Synthesis, DNA binding, sequence preference and biological evaluation of minor groove-selective N1-alkoxyalkyl-bis-benzimidazoles.

The synthesis and characterization of two groups of N1-alkoxyalkyl-bis-benzimidazoles are described. These groups of agents, that differ in the orientation of the N3-alkoxyalkyl group with respect to the minor groove of the DNA receptor, were designed to examine the structural requirements of molecular recognition of these minor groove-selective anticancer agents. The relative binding of the 12 agents to poly(dA-dT), determined by ethidium displacement in C50 values, ranged from 0.62 to 14.20 micrograms/ml.

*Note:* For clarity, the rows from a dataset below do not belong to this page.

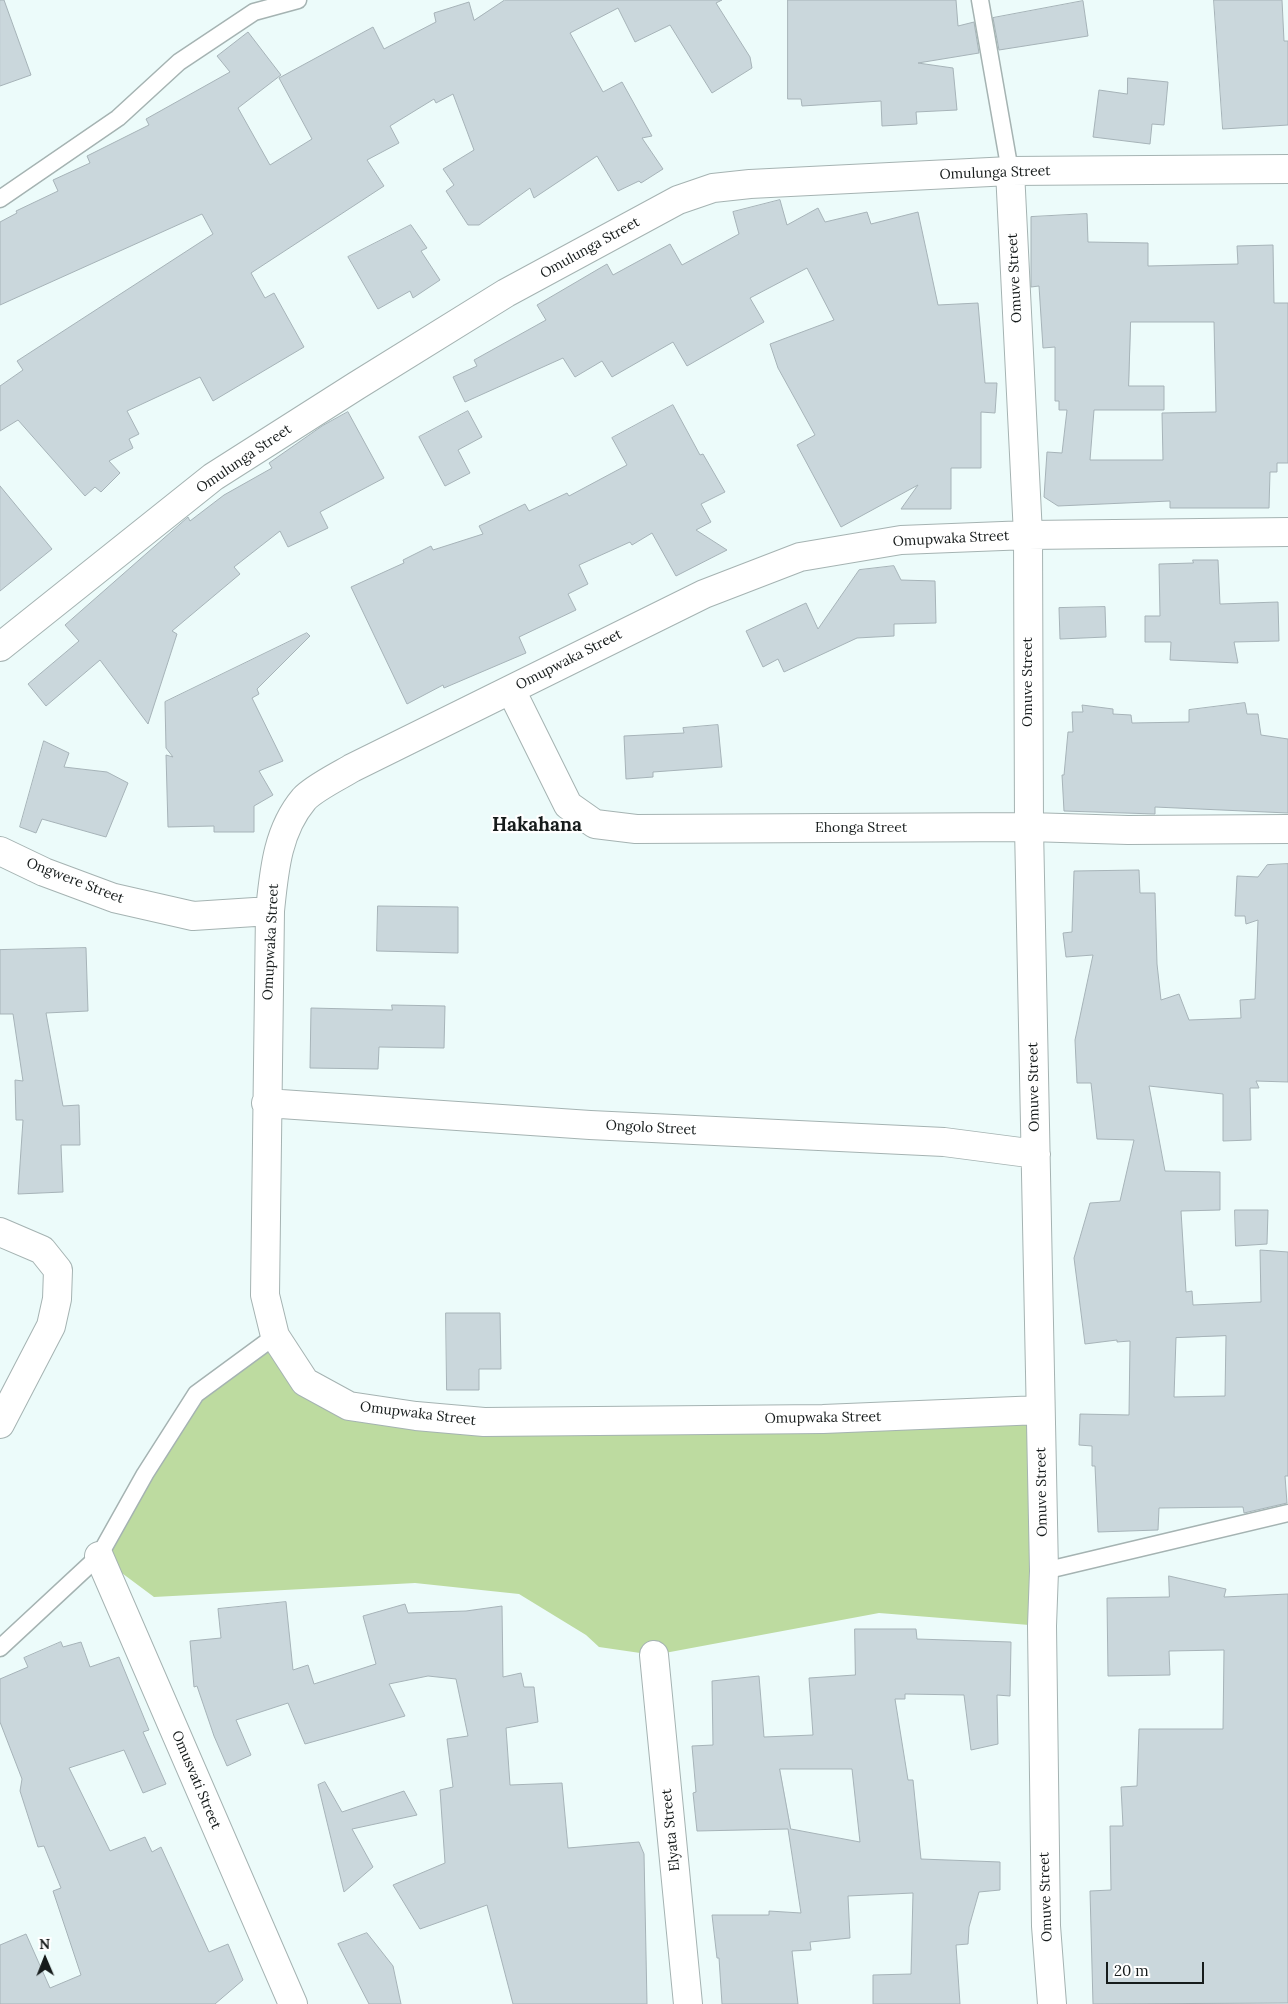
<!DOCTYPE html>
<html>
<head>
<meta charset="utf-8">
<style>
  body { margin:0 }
  #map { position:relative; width:1288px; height:2004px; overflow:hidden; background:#ecfbfa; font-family:Lora,serif }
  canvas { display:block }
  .north { position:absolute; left:20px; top:1934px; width:50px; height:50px; -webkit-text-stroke:4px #fff; paint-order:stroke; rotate:359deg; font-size:14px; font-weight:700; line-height:20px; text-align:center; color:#161b1b }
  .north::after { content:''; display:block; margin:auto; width:18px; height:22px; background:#161b1b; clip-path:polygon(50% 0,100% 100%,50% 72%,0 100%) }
  .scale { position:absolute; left:1106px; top:1962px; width:98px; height:22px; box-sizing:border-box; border:2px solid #161b1b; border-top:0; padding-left:6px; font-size:15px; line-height:18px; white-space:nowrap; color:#161b1b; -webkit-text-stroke:4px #fff; paint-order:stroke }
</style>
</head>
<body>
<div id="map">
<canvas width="1288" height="2004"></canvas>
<div class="north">N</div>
<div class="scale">20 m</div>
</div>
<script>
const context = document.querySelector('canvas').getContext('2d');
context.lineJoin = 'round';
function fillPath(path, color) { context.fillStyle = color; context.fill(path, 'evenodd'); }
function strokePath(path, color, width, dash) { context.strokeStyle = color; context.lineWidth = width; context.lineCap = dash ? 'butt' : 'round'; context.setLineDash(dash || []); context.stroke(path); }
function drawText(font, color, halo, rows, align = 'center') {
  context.font = font + ' Lora,serif'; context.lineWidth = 4.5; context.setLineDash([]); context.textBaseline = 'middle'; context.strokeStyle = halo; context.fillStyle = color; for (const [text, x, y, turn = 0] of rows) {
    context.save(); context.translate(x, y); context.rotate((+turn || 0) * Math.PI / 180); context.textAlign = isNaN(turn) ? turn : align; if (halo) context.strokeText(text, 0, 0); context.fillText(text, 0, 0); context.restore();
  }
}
fillPath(new Path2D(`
  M275,1336L305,1382L416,1416L1040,1410L1042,1626L879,1613L654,1655L599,1647L586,1635L519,1594L415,1583L154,1597L99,1556L196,1394Z`), '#bddba0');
const building = new Path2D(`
  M0,0H4L31,75L0,86Z
  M505,0H722L716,3L750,57L752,68L712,93L670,25L635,42L618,8L570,33L603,92L622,82L652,136L642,138L663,169L641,183L639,181L618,191L597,156L534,198L530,188L479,225H468L446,191L454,185L443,169L474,150L453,94L436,103L434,99L390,126L399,143L367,160L384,186L251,273L265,298L274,293L304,347L213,401L200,377L127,411L139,434L129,439L133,448L109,461L120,473L101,492L95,487L85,496L18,420L0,431V386L23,370L17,361L213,234L202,214L0,305V222L17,213L16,211L58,191L53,180L90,163L87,156L149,125L146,119L230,72L217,56L248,32L281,75L238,108L270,165L312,139L279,78L373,27L384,49L436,22L434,13L469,2L474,20Z
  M788,0H956L958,26L974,22L979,53L918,63L953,68L957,110L916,112L917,124L882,126L881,101L802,106L801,99H788Z
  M1214,0H1282L1284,41H1288V125L1223,129Z
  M1083,1L1088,36L999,50L993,18Z
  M1128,78L1168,82L1164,125L1152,124L1150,144L1093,137L1099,90L1127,94Z
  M780,200L787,225L818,208L825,222L867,212L871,224L918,212L938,305L978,303L985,383H997L995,413L981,412V468H951V509H901L918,485L841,527L797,445L815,435L778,368L770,344L834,320L807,268L750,298L764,322L687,366L673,342L612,377L602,361L575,377L563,358L465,402L453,377L477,366L474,360L546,320L537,305L607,264L613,275L670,244L682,265L739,234L733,212Z
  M1087,214L1088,242L1148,243V266L1238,264L1237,246L1273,245L1274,303H1288V463H1277V472H1270L1269,508H1170V501L1058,506L1044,497L1047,452L1062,453L1067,410H1059V401H1055V347L1043,348L1039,286L1031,287V217ZM1131,322H1214L1216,412L1162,413L1163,460H1090L1094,410H1164V386H1129Z
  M411,225L427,248L421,251L440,280L413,298L410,291L378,309L348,257Z
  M673,405L700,455L703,454L725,492L701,504L711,522L696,530L727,550L676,576L652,533L632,545L630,542L579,565L588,584L568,594L576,610L519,637L526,653L444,688L443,685L407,704L351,587L404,563L403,560L431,546L433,550L483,534L479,526L525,504L529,511L567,493L569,496L627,465L612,438Z
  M468,411L482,437L458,450L470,473L445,486L419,437Z
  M348,412L384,478L320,512L328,528L288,547L280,531L234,567L240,574L172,631L177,634L148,724L100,660L46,706L28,684L79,641L65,625L188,517L190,521L224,495L272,468L269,463L322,426Z
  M0,486L52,549L0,591Z
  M1193,560H1218L1220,604L1278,602L1279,641L1234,642L1238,663L1170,660L1171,642H1145V616H1160L1159,564L1193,563Z
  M894,566L901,580L935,581L936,623L894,624V636L857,638L784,672L778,659L763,667L746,631L806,603L818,629L859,570Z
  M1105,607L1106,637L1060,639L1059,608Z
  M307,633L310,636L257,689L259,694L252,698L283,761L259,771L273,795L254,806V832H214V826L168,827L166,755L173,757L166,748L165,702Z
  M1245,703L1247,714H1258L1261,735L1288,739V813L1155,807V814L1064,811L1062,775H1064L1068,732H1073L1072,712H1083L1082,705L1113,709V714L1131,715L1132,723L1189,722V710Z
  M718,725L722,767L653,772V777L626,779L624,736L684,733L683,728Z
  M44,741L69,753L64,767L107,772L128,783L106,837L42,819L36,833L20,827Z
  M1288,864V1082L1256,1081L1259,1088H1250L1251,1140L1223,1141V1094L1149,1086L1165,1171L1220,1172V1210L1181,1211L1186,1292L1192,1291L1193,1305L1261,1302L1260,1250L1288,1252V1476H1285L1287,1503L1244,1513L1243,1507L1159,1508L1158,1530L1098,1532L1095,1466H1092V1446L1079,1445L1080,1414L1129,1415L1130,1341L1117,1342V1340L1085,1344L1074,1258L1090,1203L1120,1201L1134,1140L1097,1139L1091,1083H1077L1075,1040L1093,955L1066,957L1063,933L1072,932L1074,871L1139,870L1140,893H1155L1157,964L1161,1000L1179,994L1189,1020L1241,1018L1240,1000L1255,999L1258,920L1246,924L1245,916H1235L1237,876L1258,877L1267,865ZM1226,1336L1225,1396L1174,1397L1176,1338Z
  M378,906L458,907V953L377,951Z
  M86,948L88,1011L46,1013L63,1106L79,1105L80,1145H61L63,1192L18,1194L23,1120H16L15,1080L23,1081L13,1014H0V950Z
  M392,1005L445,1006L444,1048L379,1047L378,1069L310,1068L311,1008L392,1010Z
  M1235,1210H1268L1267,1244L1236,1246Z
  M446,1313H500L501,1369H479V1390H447Z
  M1169,1576L1226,1589L1224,1597L1288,1594V2003L1093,2004L1090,1891L1111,1890L1110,1826H1123L1121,1787L1137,1786L1139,1729H1223L1224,1650L1169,1651L1170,1675L1108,1676L1107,1598L1169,1597Z
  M286,1602L293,1670L308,1665L314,1684L376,1664L363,1616L405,1604L408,1613L466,1611L502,1606L503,1677L521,1673L524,1687H534L538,1722L506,1728L510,1785L562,1783L568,1848L639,1842L644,1854L647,2004H513L487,1905L420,1929L393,1885L445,1863L440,1790L453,1787L447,1739L468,1736L456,1679L428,1676L389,1684L405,1716L305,1744L288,1703L236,1720L251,1755L227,1766L214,1736L197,1686L194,1687L190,1641L221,1638L218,1609Z
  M855,1629H916L917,1639L1011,1642L1010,1696L997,1695L998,1744L971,1750L964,1695L905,1694V1699H895L908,1780H913L921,1859L1000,1862V1890L979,1892L969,1927L968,1944L956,1945L960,2004H873V1975L911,1974L913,1893L848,1896L850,1938L810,1942L811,1950L792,1951L798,2004H722L719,1958H717L712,1915H769V1911L801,1913L788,1829L697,1831L693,1793L696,1792L692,1746L713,1745L712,1681L759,1676L764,1737L813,1735L809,1678L855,1675ZM780,1769H852L860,1842L791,1829Z
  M61,1642L63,1647L81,1642L90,1667L119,1657L149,1730L143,1732L166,1784L143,1793L124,1750L69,1768L110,1851L145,1837L152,1852L161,1847L209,1952L228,1944L243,1980L215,2004H0V1945L26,1934L50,1988L81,1975L53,1891L61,1888L44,1846L38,1847L20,1791L22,1779L0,1722V1679L28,1667L24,1658Z
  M325,1782L342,1812L404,1791L417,1815L352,1829L373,1867L344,1892L318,1785Z
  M367,1933L393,1966L401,2004H369L338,1944Z`);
fillPath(building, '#cad7dc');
strokePath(building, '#a6b3b8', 1);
const service = new Path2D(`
  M980,0L1010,171
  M0,199L118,118L179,62L254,12L298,0
  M1044,1571L1288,1513
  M0,1648L99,1556L145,1474L196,1394L275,1336`);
const minor = new Path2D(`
  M1010,171L1028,535L1029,827L1044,1571L1042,1626L1046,1926L1052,2004
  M0,647L213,477L356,386L506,293L678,200L713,188L750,184L1010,171L1288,169
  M511,690L568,805L595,824L636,829L1029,827L1128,830L1288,829
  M0,851L44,872L114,898L193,916L270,911
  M266,1103L590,1125L944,1142L1036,1154
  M0,1232L42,1250L58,1270L57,1299L51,1326L0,1424
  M1040,1410L823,1419L484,1422L416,1416L349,1406L305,1382L275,1336L265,1295L270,911C274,872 277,831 304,799C314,788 339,776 352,768L704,594L800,557L901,540L1028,535L1288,532
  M99,1556L293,2004
  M654,1655L688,2004`);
strokePath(service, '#a5b3b2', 19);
strokePath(minor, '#a5b3b2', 30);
strokePath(service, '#fff', 16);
strokePath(minor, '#fff', 28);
drawText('14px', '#161b1b', '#fff', [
  ["Omulunga Street",995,173,-2],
  ["Omulunga Street",590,248,-29],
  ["Omuve Street",1015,278,-93],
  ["Omulunga Street",244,459,-34],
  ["Omupwaka Street",951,539,-3],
  ["Omupwaka Street",569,660,-27],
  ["Omuve Street",1028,682,-90],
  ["Ehonga Street",861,828],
  ["Ongwere Street",75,881,21],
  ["Omupwaka Street",271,942,-87],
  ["Omuve Street",1034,1087,-91],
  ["Ongolo Street",651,1128,3],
  ["Omupwaka Street",418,1414,7],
  ["Omupwaka Street",823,1418,-1],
  ["Omuve Street",1042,1492,-91],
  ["Omusvati Street",196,1780,67],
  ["Elyata Street",671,1830,-96],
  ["Omuve Street",1046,1897,-92]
]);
drawText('bold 19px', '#161b1b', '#fff', [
  ["Hakahana",537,826]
]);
</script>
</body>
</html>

Sequence-preferential binding, established by complementary strand MPE.Fe(II) footprinting, was predominantly AT selective, but with significantly enhanced GC recognition in the cases of those ligands bearing an accessible pyridine N directed inwards to the minor groove. Binding site sizes were generally 5 +/- 1 base pairs. Cytotoxicities against KB human tumor cells ranged from 0.93 to 46.59 micrograms/ml. The most potent agent 6c, which also showed the strongest DNA binding, is of the 'r-inward-directed' type. The stringent structural requirements within the alkoxyalkyl R group for potency suggest additional specific interactions or chemical reaction of 6c within the groove that more than compensate for the increased steric hindrance.